──────── PROVIDED MATERIAL

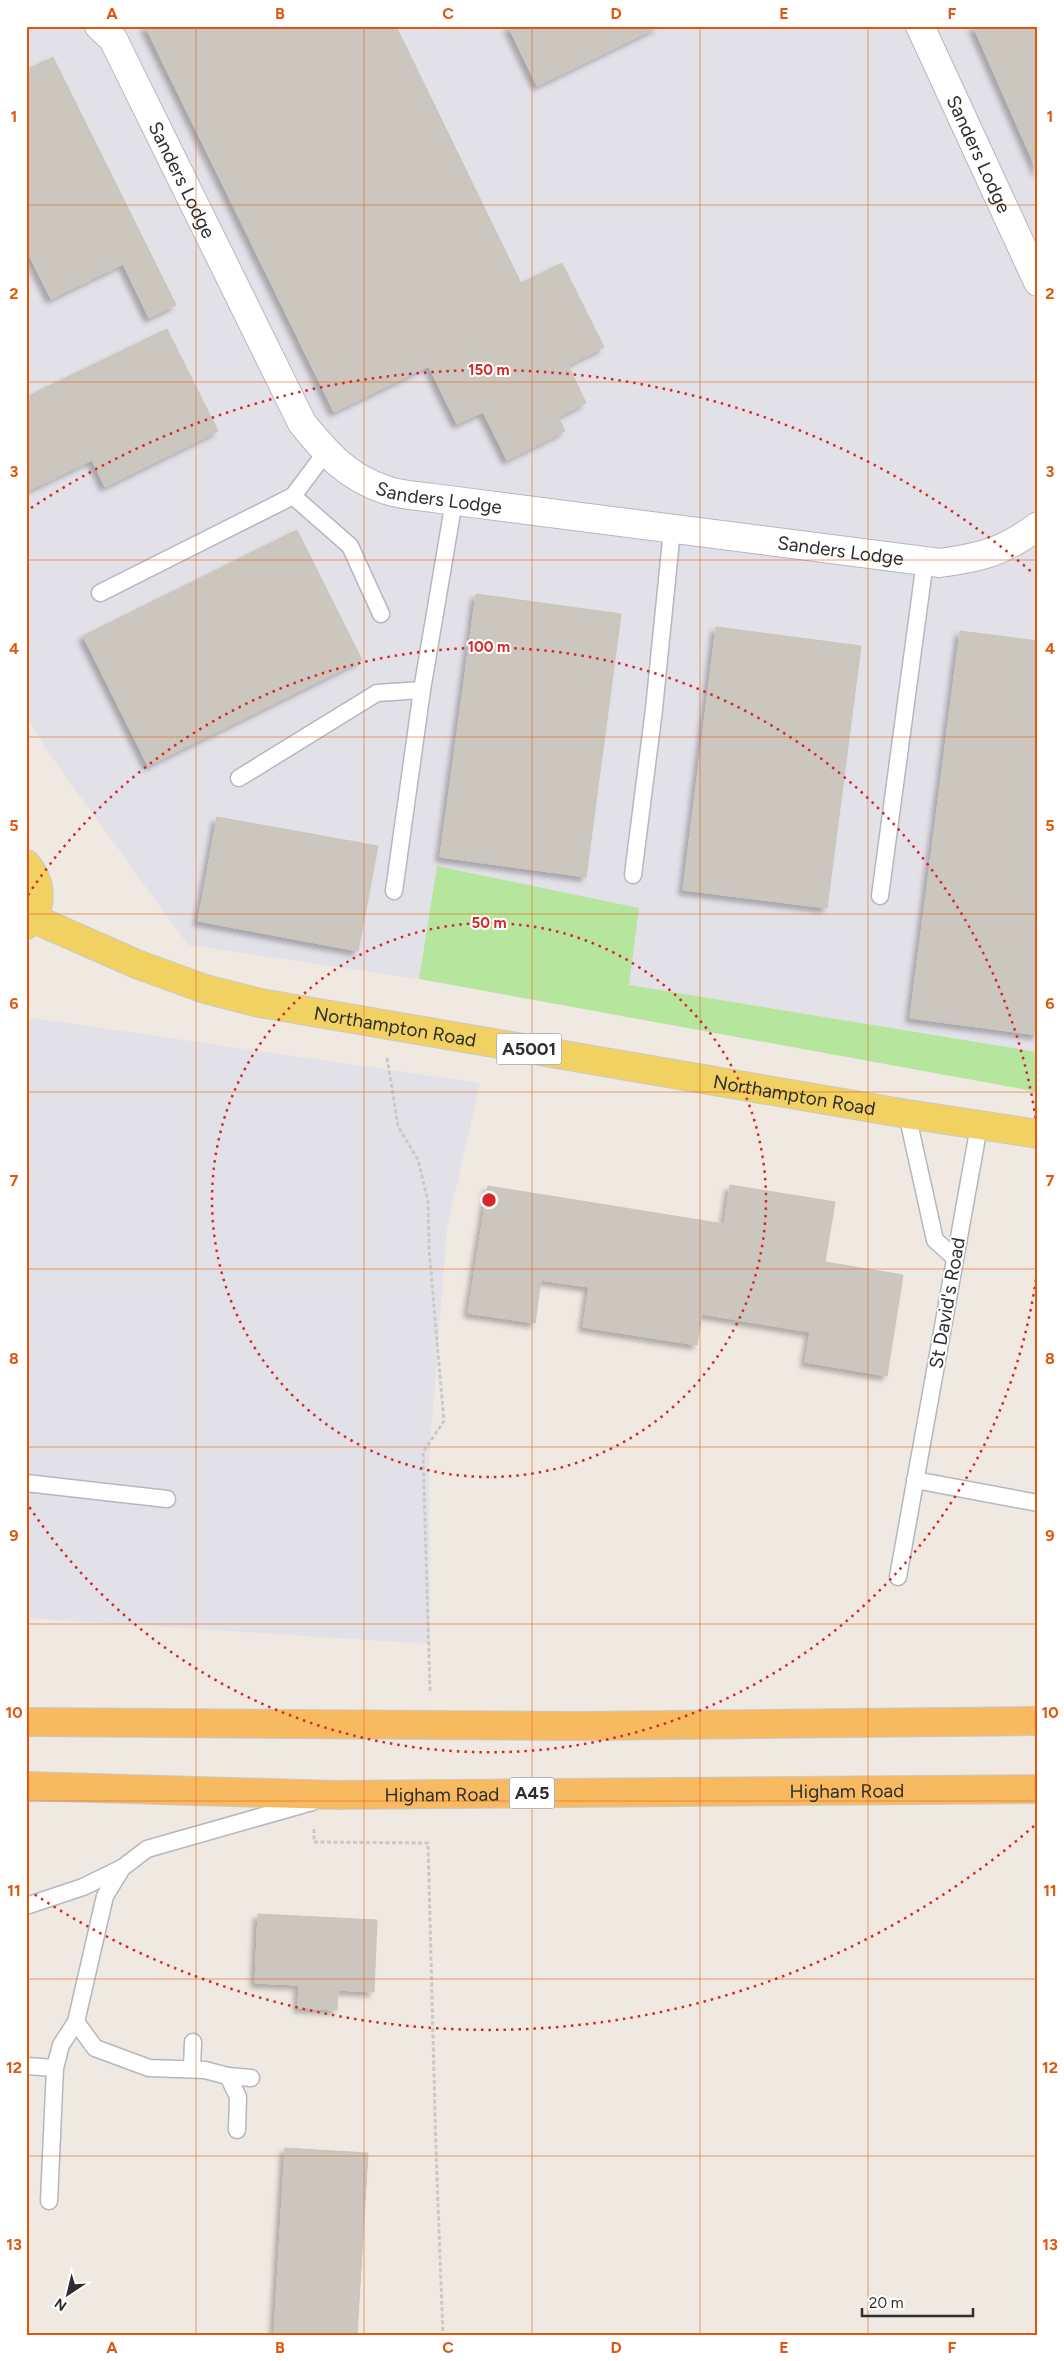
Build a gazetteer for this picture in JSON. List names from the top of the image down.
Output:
{
  "streets": {
    "highway": ["Higham Road", "A45"],
    "main road": ["Northampton Road", "A5001"],
    "street": ["Sanders Lodge"],
    "lane": ["St David's Road"]
  },
  "crossings": [
    ["Northampton Road", "A5001"],
    ["Northampton Road", "St David's Road"]
  ],
  "scale_bar": "20 m",
  "north": "bottom left",
  "grid": {
    "columns": [
      "A",
      "B",
      "C",
      "D",
      "E",
      "F"
    ],
    "rows": [
      "1",
      "2",
      "3",
      "4",
      "5",
      "6",
      "7",
      "8",
      "9",
      "10",
      "11",
      "12",
      "13"
    ]
  },
  "rings": ["150 m", "100 m", "50 m"]
}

────────────────

* **DIRECTIONS**: If a line in the records above contains the word "David", copy it.

* **ANSWER BELOW**:
    "lane": ["St David's Road"]
    ["Northampton Road", "St David's Road"]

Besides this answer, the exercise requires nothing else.